YOUR INSTRUCTIONS ▸ Determine how many lines below include the string "Хуга". Reply with the number only.
RECORDS TO PROCESS START
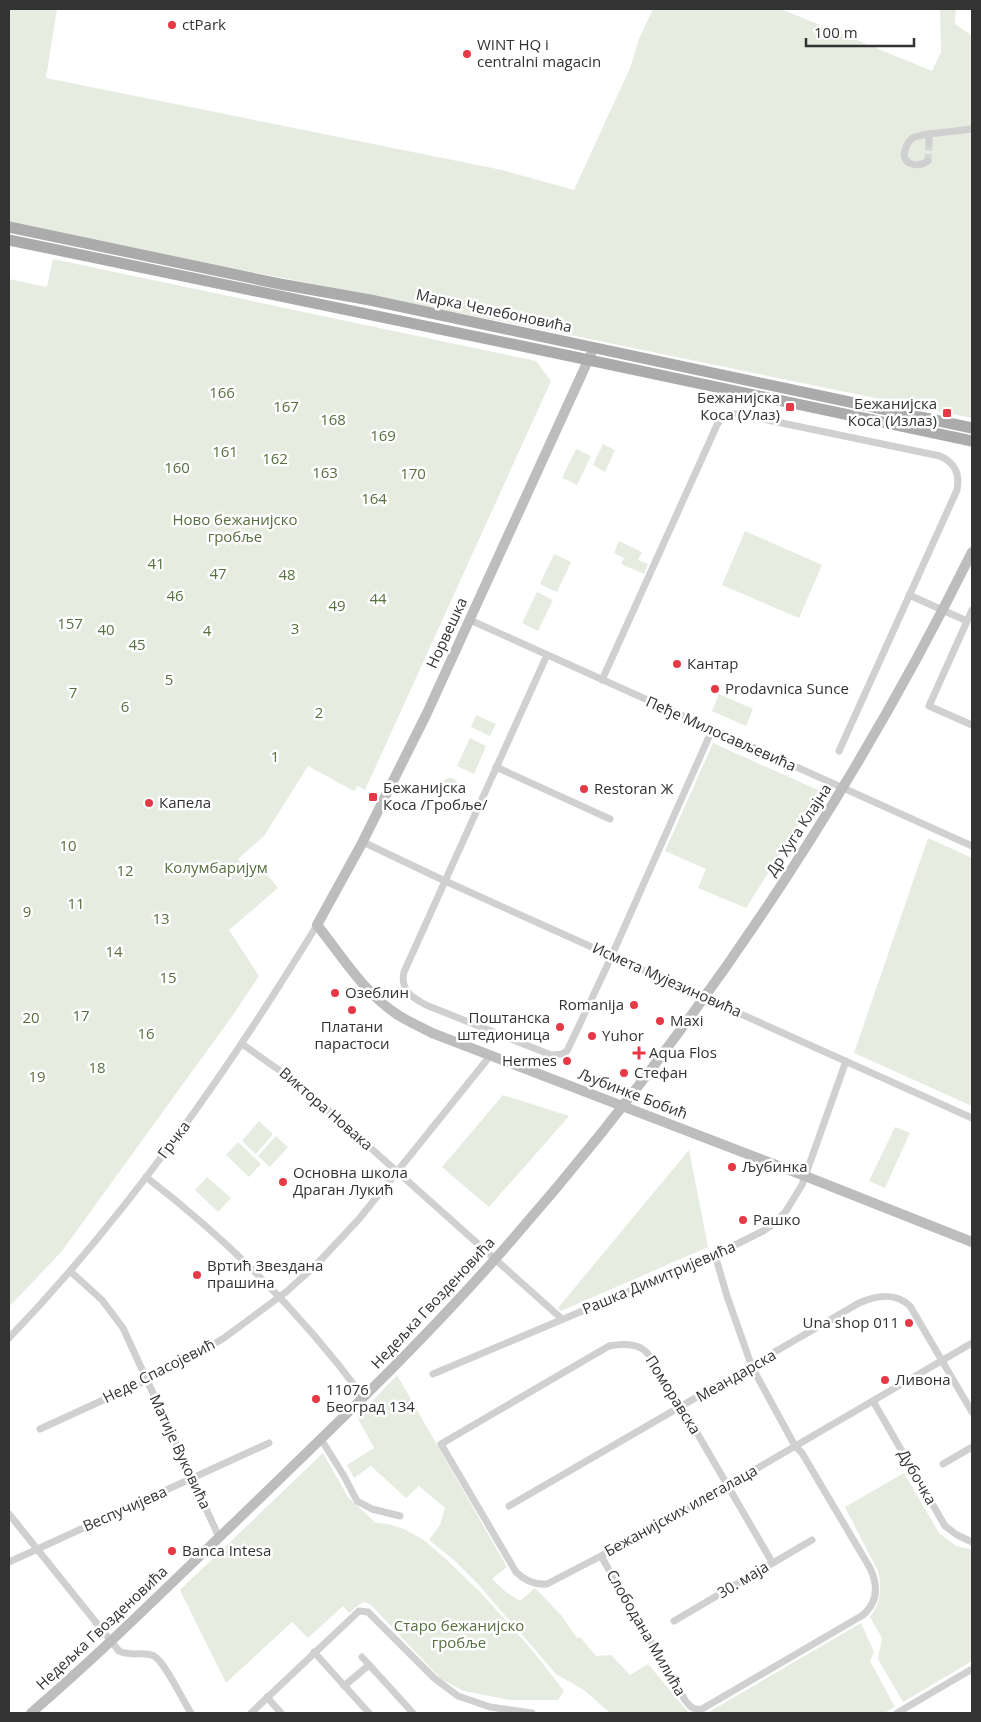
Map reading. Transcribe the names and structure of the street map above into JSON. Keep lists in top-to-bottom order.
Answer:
{
  "streets": {
    "main road": [
      "Марка Челебоновића",
      "Норвешка",
      "Др Хуга Клајна",
      "Љубинке Бобић",
      "Недељка Гвозденовића"
    ],
    "street": [
      "Пеђе Милосављевића",
      "Исмета Мујезиновића",
      "Виктора Новака",
      "Грчка",
      "Рашка Димитријевића",
      "Неде Спасојевић",
      "Меандарска",
      "Поморавска",
      "Матије Вуковића",
      "Дубочка",
      "Веспучијева",
      "Бежанијских илегалаца",
      "30. маја",
      "Слободана Милића"
    ]
  },
  "crossings": [
    ["Марка Челебоновића", "Норвешка"],
    ["Норвешка", "Пеђе Милосављевића"],
    ["Норвешка", "Исмета Мујезиновића"],
    ["Норвешка", "Љубинке Бобић"],
    ["Норвешка", "Грчка"],
    ["Пеђе Милосављевића", "Др Хуга Клајна"],
    ["Др Хуга Клајна", "Исмета Мујезиновића"],
    ["Др Хуга Клајна", "Љубинке Бобић"],
    ["Др Хуга Клајна", "Недељка Гвозденовића"],
    ["Исмета Мујезиновића", "Рашка Димитријевића"],
    ["Љубинке Бобић", "Грчка"],
    ["Љубинке Бобић", "Рашка Димитријевића"],
    ["Љубинке Бобић", "Недељка Гвозденовића"],
    ["Љубинке Бобић", "Неде Спасојевић"],
    ["Виктора Новака", "Грчка"],
    ["Виктора Новака", "Рашка Димитријевића"],
    ["Виктора Новака", "Недељка Гвозденовића"],
    ["Виктора Новака", "Неде Спасојевић"],
    ["Грчка", "Матије Вуковића"],
    ["Недељка Гвозденовића", "Матије Вуковића"],
    ["Неде Спасојевић", "Матије Вуковића"],
    ["Меандарска", "Поморавска"],
    ["Меандарска", "Бежанијских илегалаца"],
    ["Поморавска", "Бежанијских илегалаца"],
    ["Поморавска", "30. маја"],
    ["Матије Вуковића", "Веспучијева"],
    ["Дубочка", "Бежанијских илегалаца"],
    ["Бежанијских илегалаца", "Слободана Милића"]
  ],
  "parks": [
    "166",
    "167",
    "168",
    "169",
    "161",
    "162",
    "160",
    "163",
    "170",
    "164",
    "Ново бежанијско гробље",
    "41",
    "47",
    "48",
    "46",
    "44",
    "49",
    "157",
    "3",
    "40",
    "4",
    "45",
    "5",
    "7",
    "6",
    "2",
    "1",
    "10",
    "Колумбаријум",
    "12",
    "11",
    "9",
    "13",
    "14",
    "15",
    "17",
    "20",
    "16",
    "18",
    "19",
    "Старо бежанијско гробље"
  ],
  "places": {
    "other": [
      "ctPark",
      "WINT HQ i centralni magacin",
      "Кантар",
      "Prodavnica Sunce",
      "Restoran Ж",
      "Капела",
      "Озеблин",
      "Romanija",
      "Платани парастоси",
      "Maxi",
      "Поштанска штедионица",
      "Yuhor",
      "Hermes",
      "Стефан",
      "Љубинка",
      "Основна школа Драган Лукић",
      "Рашко",
      "Вртић Звездана прашина",
      "Una shop 011",
      "Ливона",
      "11076 Београд 134",
      "Banca Intesa"
    ],
    "transit": ["Бежанијска Коса (Улаз)", "Бежанијска Коса (Излаз)", "Бежанијска Коса /Гробље/"],
    "health": ["Aqua Flos"]
  },
  "scale_bar": "100 m"
}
RECORDS TO PROCESS END
ANSWER AREA ▸ 5